Mathematical Bridge (PS → ML)

Purpose

  • Provide a concise translation from project terminology to mainstream math/ML terms used in the Compitum paper and code.

  • Clarify which pieces are claims (engineering guarantees), which are heuristics, and how they relate to standard references.

Term Mapping

  • Bounded Observer → budgeted decision maker with finite evaluation resources; fixed willingness-to-pay (WTP) slices.

  • Symbolic Manifold / Curvature → feature space R^D with a learned SPD Mahalanobis geometry M = L L^T + δI.

  • Drift → exogenous variability of contexts; modeled via distances and predictive uncertainty.

  • Reflection → regularization/selection: feasibility constraints, trust-region control, and density-based priors.

  • Symbolic Free Energy → scalarized utility U combining quality, latency, cost, distance penalty, and a bounded coherence prior.

  • Coherence Functional → KDE log-density prior in whitened coordinates under the learned metric.

  • Arrow of Time → Lyapunov-inspired trust-region control (EMA + integral); directional update memory, ensuring stability.

Decision Rule

  • Feasibility-first: filter by capabilities and linear constraints AxB ≤ b.

  • Selection: choose argmax utility U(x, m) among feasible models.

  • Certificate: emit utility components, feasibility and approximate local shadow prices (finite-difference), boundary diagnostics (gap/entropy/uncertainty), and drift/trust radius.

Guarantees vs.
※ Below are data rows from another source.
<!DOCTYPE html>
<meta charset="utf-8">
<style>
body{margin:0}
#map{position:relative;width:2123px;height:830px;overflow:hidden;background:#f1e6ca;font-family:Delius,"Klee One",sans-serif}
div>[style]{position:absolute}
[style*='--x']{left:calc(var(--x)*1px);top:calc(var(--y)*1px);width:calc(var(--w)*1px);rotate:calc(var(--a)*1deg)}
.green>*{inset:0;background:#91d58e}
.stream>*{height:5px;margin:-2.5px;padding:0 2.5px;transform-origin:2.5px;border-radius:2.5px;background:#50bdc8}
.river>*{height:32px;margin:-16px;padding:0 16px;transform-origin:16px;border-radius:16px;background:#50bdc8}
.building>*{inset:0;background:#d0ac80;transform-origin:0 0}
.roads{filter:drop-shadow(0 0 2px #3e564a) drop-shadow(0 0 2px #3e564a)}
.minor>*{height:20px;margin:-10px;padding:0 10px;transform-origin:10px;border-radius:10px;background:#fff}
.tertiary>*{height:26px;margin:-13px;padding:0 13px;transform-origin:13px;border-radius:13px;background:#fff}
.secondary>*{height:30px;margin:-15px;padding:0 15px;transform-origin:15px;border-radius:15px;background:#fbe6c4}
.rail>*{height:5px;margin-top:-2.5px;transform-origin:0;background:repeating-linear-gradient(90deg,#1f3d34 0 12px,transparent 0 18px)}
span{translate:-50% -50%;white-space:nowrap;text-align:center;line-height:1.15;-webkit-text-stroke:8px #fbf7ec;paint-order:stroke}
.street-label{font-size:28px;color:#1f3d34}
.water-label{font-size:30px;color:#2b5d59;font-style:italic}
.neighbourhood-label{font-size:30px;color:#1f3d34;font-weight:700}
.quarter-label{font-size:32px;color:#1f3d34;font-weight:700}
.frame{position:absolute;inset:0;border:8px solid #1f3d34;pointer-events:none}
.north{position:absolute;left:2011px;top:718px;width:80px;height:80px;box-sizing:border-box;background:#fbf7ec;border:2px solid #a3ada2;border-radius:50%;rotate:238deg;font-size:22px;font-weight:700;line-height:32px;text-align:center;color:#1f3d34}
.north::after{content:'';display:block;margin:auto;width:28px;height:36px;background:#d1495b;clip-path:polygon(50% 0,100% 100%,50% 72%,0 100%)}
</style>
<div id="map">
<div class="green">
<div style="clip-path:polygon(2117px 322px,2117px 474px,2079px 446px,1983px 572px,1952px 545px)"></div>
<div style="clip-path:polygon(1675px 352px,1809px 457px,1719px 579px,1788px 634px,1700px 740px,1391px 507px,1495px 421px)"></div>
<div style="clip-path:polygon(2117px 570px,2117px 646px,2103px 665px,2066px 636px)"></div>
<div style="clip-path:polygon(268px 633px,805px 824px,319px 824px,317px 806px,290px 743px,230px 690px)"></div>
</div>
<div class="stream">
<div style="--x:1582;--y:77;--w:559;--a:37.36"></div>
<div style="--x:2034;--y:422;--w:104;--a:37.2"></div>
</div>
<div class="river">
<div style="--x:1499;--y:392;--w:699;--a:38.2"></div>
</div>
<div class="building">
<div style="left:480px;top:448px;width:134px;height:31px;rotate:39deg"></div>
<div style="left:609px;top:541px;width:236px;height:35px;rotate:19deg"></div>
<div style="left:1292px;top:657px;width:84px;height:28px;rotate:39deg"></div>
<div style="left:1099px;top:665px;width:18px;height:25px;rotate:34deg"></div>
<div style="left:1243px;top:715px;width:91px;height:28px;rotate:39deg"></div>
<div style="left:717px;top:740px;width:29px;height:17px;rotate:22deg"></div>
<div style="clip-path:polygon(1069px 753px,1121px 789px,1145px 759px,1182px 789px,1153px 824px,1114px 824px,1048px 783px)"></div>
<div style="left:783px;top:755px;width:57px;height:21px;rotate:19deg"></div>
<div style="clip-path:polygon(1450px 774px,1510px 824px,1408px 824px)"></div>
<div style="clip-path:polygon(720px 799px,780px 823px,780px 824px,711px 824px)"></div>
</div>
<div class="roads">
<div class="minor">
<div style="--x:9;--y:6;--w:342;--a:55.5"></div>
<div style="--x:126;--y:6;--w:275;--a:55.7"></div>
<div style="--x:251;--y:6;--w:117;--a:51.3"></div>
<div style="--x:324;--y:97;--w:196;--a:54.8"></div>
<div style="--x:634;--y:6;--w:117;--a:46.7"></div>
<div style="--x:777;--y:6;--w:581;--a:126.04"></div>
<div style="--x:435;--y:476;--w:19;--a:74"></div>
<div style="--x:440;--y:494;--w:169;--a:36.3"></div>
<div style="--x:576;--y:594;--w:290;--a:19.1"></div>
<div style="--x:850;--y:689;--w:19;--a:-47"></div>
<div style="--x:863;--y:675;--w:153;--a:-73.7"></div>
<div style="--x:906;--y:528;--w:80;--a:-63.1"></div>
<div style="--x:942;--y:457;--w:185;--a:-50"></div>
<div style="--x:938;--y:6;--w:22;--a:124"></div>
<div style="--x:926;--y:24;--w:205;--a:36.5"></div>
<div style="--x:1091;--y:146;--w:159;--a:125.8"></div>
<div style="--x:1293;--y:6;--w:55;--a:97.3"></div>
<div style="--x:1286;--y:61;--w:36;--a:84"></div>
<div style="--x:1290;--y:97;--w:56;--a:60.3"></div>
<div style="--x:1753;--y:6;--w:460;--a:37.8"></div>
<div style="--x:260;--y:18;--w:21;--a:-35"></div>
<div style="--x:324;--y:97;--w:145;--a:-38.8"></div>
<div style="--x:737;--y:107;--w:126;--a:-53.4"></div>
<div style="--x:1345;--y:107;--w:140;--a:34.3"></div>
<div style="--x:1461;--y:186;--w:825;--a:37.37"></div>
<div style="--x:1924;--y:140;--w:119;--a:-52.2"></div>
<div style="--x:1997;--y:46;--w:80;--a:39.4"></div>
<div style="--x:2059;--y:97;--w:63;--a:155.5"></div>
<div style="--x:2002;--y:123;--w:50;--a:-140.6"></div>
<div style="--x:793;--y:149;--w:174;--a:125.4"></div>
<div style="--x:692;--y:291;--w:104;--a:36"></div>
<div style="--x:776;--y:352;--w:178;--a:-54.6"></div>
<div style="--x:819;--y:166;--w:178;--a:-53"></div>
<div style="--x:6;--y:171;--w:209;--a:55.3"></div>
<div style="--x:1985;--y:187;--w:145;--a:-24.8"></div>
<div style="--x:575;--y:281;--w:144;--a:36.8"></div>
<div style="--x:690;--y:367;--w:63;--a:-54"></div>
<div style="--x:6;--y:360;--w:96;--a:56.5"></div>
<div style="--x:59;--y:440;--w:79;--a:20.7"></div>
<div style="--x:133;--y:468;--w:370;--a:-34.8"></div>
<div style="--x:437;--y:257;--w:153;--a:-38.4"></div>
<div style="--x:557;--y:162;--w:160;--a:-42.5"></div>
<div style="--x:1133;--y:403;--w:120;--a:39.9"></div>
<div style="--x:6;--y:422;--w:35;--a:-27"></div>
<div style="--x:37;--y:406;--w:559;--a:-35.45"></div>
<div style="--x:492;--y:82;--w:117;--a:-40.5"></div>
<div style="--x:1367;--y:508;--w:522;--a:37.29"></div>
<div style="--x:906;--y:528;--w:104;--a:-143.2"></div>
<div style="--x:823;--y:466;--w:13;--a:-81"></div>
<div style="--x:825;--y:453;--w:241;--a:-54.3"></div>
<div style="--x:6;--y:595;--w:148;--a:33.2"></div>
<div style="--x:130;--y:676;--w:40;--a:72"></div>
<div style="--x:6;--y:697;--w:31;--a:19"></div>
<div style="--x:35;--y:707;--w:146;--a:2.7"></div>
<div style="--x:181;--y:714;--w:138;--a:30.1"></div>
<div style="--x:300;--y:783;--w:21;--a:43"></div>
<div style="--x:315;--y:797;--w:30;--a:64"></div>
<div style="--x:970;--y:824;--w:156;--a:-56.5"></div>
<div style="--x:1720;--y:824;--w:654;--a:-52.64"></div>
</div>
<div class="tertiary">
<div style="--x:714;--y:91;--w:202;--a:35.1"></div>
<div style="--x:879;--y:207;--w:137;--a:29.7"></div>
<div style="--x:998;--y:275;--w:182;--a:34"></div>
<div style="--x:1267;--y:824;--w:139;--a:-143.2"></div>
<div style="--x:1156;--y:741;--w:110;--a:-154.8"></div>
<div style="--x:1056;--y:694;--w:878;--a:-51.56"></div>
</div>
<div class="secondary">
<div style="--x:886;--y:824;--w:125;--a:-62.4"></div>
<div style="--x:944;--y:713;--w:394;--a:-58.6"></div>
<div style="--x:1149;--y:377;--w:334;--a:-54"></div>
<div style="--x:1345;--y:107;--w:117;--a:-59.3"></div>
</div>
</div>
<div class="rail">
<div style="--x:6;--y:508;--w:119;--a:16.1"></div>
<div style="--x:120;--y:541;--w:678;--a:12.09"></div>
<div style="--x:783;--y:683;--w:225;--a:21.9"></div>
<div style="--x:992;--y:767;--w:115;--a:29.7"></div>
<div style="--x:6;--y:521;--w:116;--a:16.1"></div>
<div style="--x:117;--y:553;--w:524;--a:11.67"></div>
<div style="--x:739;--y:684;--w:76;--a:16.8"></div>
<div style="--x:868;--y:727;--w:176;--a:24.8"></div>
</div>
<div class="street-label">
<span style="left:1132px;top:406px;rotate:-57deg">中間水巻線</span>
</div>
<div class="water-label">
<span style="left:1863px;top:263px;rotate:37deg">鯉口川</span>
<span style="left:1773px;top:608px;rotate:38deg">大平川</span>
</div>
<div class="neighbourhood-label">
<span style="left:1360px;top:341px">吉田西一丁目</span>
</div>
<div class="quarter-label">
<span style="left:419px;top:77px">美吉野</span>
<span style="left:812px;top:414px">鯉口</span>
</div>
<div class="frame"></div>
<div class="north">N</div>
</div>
Heuristics

  • Guarantees

    • PD metric via L L^T + δI; defensive Cholesky update.

    • Feasibility-first selection; constraint compliance by construction.
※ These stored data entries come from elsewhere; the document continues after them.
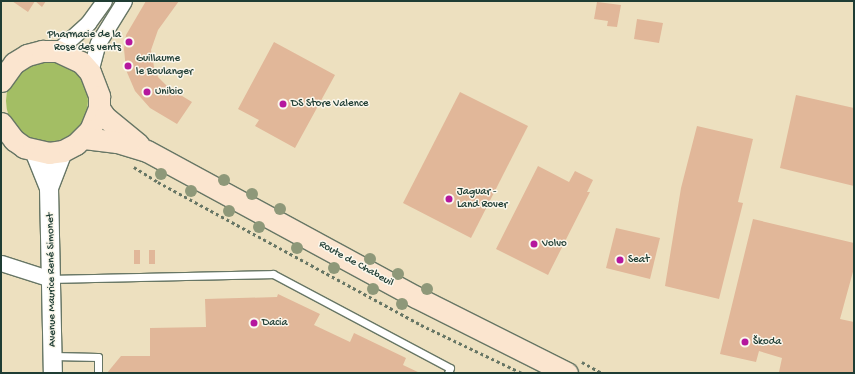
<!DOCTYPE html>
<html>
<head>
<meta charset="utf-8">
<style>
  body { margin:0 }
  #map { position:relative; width:855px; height:374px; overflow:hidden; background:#ede0bf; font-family:"Gochi Hand",sans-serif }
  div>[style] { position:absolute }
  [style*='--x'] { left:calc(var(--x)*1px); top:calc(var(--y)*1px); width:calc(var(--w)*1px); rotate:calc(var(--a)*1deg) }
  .green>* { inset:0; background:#a3be64 }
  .round { border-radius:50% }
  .building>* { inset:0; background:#e1b799 }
  .path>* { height:2.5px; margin-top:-1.25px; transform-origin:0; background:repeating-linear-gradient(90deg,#677665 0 3px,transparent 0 6px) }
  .roads { filter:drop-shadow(1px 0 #677665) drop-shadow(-1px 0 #677665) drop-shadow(0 1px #677665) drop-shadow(0 -1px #677665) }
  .service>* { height:7px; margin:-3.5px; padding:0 3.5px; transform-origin:3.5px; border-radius:3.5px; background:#fff }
  .minor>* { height:15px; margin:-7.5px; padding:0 7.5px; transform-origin:7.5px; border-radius:7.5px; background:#fff }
  .tertiary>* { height:18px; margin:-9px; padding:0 9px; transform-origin:9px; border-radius:9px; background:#fff }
  .secondary>* { height:21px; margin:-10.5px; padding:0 10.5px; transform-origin:10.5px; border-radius:10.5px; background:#fbe5cf }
  .trees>* { width:12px; height:12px; margin:-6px; border-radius:50%; background:#8e9879 }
  .dots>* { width:11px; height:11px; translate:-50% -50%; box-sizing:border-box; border:2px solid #fbf7ec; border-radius:50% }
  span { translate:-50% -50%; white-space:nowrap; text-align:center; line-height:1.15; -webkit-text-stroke:3px #fbf7ec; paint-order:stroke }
  .poi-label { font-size:11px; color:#1f3d34 }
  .right { translate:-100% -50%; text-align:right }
  .left { translate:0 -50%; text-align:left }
  .street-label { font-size:11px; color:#1f3d34 }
  .frame { position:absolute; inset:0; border:2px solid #1f3d34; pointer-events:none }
</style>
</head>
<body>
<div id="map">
  <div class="green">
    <i class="round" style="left:6px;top:60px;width:82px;height:82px"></i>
  </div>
  <div class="building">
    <i style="clip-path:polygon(12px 1px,46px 1px,42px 7px,35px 1px,28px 12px)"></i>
    <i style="clip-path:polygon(146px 1px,179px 1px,158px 30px,151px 50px,154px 67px,158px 77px,169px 88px,192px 102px,177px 124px,150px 108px,135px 91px,126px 70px,124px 49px,126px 35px)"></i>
    <i style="clip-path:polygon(597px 2px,621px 5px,617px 27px,607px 26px,608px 21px,594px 19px)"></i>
    <i style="clip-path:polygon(637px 19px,663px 23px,659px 43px,634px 39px)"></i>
    <i style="clip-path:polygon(274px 42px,335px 75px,295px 148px,255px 126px,259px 120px,238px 109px)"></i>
    <i style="clip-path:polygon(460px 92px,528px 126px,471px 238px,403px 203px)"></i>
    <i style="clip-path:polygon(796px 95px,854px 108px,854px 186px,780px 168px)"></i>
    <i style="clip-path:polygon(697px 126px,753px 139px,738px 202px,743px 203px,719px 299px,665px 286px,681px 188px)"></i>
    <i style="clip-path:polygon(538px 166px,569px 182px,575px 171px,593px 180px,587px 192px,590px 192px,548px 275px,496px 249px)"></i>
    <i style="clip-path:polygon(753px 219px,854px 243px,854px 268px,840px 319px,854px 322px,854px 373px,782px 373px,779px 372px,782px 358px,759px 351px,756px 362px,720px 354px)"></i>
    <i style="clip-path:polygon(616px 228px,660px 238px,650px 279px,606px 268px)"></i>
    <i style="clip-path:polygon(134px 250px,140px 250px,140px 264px,134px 264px)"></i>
    <i style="clip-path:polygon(149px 250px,155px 250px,155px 264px,149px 264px)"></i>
    <i style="clip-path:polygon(278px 294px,320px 314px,314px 325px,350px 342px,354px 333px,406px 358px,403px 365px,420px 373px,107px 373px,121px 356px,150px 356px,150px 328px,206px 327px,205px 299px,277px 297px)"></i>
  </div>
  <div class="path">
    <i style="--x:134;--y:167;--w:28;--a:32"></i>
    <i style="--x:158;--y:182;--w:299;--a:28.5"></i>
    <i style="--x:421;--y:325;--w:112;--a:25.4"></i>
    <i style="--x:582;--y:362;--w:23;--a:29"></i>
  </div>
  <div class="roads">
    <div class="service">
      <i style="--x:52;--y:279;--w:221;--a:-1.3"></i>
      <i style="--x:273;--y:274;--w:200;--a:28"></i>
      <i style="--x:450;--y:368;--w:5;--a:112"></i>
      <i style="--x:53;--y:356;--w:45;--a:1.3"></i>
      <i style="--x:98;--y:357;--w:16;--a:90"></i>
    </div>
    <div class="minor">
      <i style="--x:57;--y:51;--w:42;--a:-42.1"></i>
      <i style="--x:88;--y:23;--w:27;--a:-54"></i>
      <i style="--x:90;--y:72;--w:30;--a:-75"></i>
      <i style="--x:98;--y:43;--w:49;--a:-58.2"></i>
      <i style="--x:1;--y:263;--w:52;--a:17.7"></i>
    </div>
    <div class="tertiary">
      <i style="--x:34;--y:151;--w:40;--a:68"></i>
      <i style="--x:49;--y:188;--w:185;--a:88.8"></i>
      <i style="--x:49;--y:188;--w:40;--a:-69"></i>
    </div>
    <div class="secondary">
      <i style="--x:1;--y:81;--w:22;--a:-54"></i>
      <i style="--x:14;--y:63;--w:15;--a:-32"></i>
      <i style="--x:27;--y:55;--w:16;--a:-15"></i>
      <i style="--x:42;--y:51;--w:15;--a:0"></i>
      <i style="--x:57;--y:51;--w:26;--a:25"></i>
      <i style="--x:81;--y:62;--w:13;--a:48"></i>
      <i style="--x:90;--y:72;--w:26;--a:69"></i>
      <i style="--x:99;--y:96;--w:12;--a:90"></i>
      <i style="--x:99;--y:108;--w:24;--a:112"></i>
      <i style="--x:90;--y:130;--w:20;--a:135"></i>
      <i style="--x:76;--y:144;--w:15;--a:152"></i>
      <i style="--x:63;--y:151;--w:14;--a:172"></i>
      <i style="--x:49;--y:153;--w:26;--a:-167"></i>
      <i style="--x:24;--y:147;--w:12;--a:-145"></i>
      <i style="--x:14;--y:140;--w:21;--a:-127"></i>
      <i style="--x:99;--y:108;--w:11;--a:56"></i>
      <i style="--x:105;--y:117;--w:43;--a:39.3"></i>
      <i style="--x:84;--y:138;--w:33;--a:7"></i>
      <i style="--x:117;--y:142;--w:31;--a:17"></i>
      <i style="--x:147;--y:151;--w:306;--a:28.5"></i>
      <i style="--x:416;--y:297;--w:169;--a:26.7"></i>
    </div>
  </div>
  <div class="trees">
    <i style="left:161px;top:174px"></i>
    <i style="left:224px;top:180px"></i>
    <i style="left:191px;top:191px"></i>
    <i style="left:252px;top:194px"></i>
    <i style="left:280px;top:209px"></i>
    <i style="left:229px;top:211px"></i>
    <i style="left:259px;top:227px"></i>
    <i style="left:297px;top:248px"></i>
    <i style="left:370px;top:259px"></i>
    <i style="left:334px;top:268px"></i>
    <i style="left:398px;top:274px"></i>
    <i style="left:373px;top:289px"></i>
    <i style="left:427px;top:289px"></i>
    <i style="left:402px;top:304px"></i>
  </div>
  <div class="dots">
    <i style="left:129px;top:42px;background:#b5179e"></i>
    <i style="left:128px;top:66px;background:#b5179e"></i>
    <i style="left:147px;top:92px;background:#b5179e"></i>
    <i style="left:283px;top:104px;background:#b5179e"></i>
    <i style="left:449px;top:199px;background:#b5179e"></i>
    <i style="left:534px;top:244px;background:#b5179e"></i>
    <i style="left:620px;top:260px;background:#b5179e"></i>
    <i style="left:254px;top:323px;background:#b5179e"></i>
    <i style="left:745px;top:342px;background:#b5179e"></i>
  </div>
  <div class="poi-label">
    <span class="right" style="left:121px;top:42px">Pharmacie de la<br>Rose des vents</span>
    <span class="left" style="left:136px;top:66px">Guillaume<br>le Boulanger</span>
    <span class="left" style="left:155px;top:92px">Unibio</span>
    <span class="left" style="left:291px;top:104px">DS Store Valence</span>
    <span class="left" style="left:457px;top:199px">Jaguar -<br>Land Rover</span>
    <span class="left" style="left:542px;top:244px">Volvo</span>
    <span class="left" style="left:628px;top:260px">Seat</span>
    <span class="left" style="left:262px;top:323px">Dacia</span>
    <span class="left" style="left:753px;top:342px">Škoda</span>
  </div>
  <div class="street-label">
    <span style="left:356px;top:264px;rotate:29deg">Route de Chabeuil</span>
    <span style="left:52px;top:280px;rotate:-91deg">Avenue Maurice René Simonet</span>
  </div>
  <div class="frame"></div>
</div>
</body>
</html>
    • Bounded update magnitude via trust-region controller.

  • Heuristics

    • Shadow prices as approximate local diagnostics (finite-difference viability); report-only.

    • KDE prior with clipping and small weight β_s; bounded influence and sensitivity-checked.

    • Per-sample batch updates are order-dependent; chosen for throughput.

References (Pointers)

  • Mahalanobis metric learning (e.g., ITML/LMNN), kernel density estimation, and trust-region/step-size control in online optimization.

  • See code anchors: energy (src/compitum/energy.py:33), metric (src/compitum/metric.py:23,39,106), constraints (src/compitum/constraints.py:36), boundary (src/compitum/boundary.py:19), coherence (src/compitum/coherence.py:41), lyapunov_control (src/compitum/control.py:15), router orchestration and certificate (src/compitum/router.py:25,80,147).